Votre chat ne pleure jamais quand il a mal : les trois signes silencieux que seuls les vétérinaires repèrent

Votre chat ne pleure jamais quand il a mal : les trois signes silencieux que seuls les vétérinaires repèrent

Un chat qui souffre ne va pas forcément miauler, se plaindre ou chercher à attirer l’attention. Contrairement à ce que beaucoup de propriétaires imaginent, la douleur chez le chat est souvent discrète, parfois presque invisible. C’est précisément ce qui la rend difficile à repérer.

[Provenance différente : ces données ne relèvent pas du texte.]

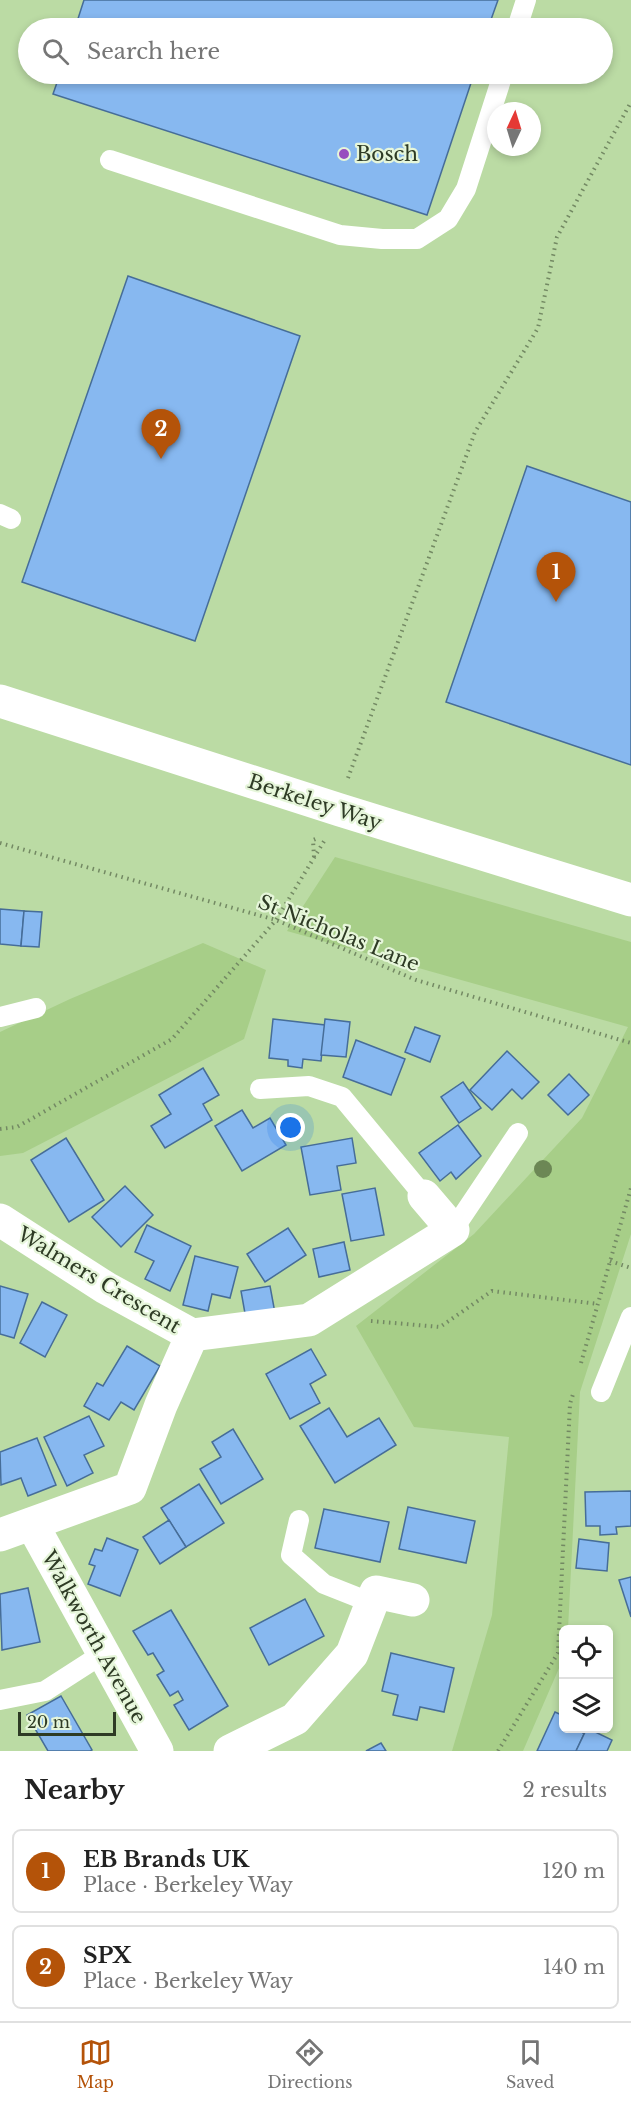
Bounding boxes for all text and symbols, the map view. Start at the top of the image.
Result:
search box [18,18,613,84]
icon: search [39,35,72,68]
text: Search here [87,38,220,65]
north arrow [487,102,541,156]
place label: Bosch [356,142,418,166]
marker: Bosch [337,147,351,161]
pin: 2 [142,410,180,459]
pin: 1 [536,552,576,602]
street label: Berkeley Way [245,769,385,835]
street label: St Nicholas Lane [255,890,423,976]
your location [276,1113,305,1142]
street label: Walmers Crescent [12,1221,185,1338]
street label: Walkworth Avenue [36,1546,151,1727]
map controls [559,1625,613,1733]
button: locate [559,1625,613,1679]
button: layers [559,1679,613,1733]
scale bar [18,1709,116,1736]
text: 20 m [27,1712,70,1732]
text: Nearby [24,1774,125,1806]
text: 2 results [523,1778,607,1802]
text: EB Brands UK [83,1846,249,1873]
text: 1 [41,1859,50,1883]
text: 120 m [542,1859,605,1883]
text: Place · Berkeley Way [83,1873,293,1897]
text: SPX [83,1942,131,1969]
text: 2 [39,1955,52,1979]
text: 140 m [543,1955,605,1979]
text: Place · Berkeley Way [83,1969,293,1993]
tab: Map [77,2036,114,2092]
tab: Directions [267,2036,352,2092]
tab: Saved [506,2036,554,2092]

Les vétérinaires le rappellent régulièrement : le chat a tendance à masquer ses signes de faiblesse. Ce comportement vient en partie de son instinct. Dans la nature, montrer qu’il est vulnérable peut le rendre plus exposé. Même dans un appartement sécurisé, ce réflexe reste présent.

Résultat : un chat peut souffrir depuis plusieurs jours avant que son maître ne remarque un vrai changement. Pourtant, certains signaux doivent alerter.

Un changement brutal de comportement

Le premier signe à surveiller est souvent le plus simple : votre chat ne se comporte plus comme d’habitude.

Un animal très câlin qui s’isole soudainement, un chat calme qui devient agressif, ou au contraire un chat actif qui dort beaucoup plus que d’habitude, peut être en train d’exprimer une douleur.

Ces changements sont parfois interprétés comme de la fatigue, de l’âge ou une simple mauvaise humeur. Pourtant, ils peuvent révéler un problème dentaire, articulaire, digestif ou urinaire.

Un chat qui évite le contact, refuse d’être touché à certains endroits ou se cache sous un meuble ne le fait pas toujours “sans raison”. Chez lui, l’évitement est souvent une manière de gérer l’inconfort.

Une toilette différente

Le pelage donne aussi de nombreuses indications sur l’état de santé d’un chat. Un chat qui a mal peut arrêter de faire sa toilette correctement, notamment s’il souffre du dos, des hanches ou de la bouche.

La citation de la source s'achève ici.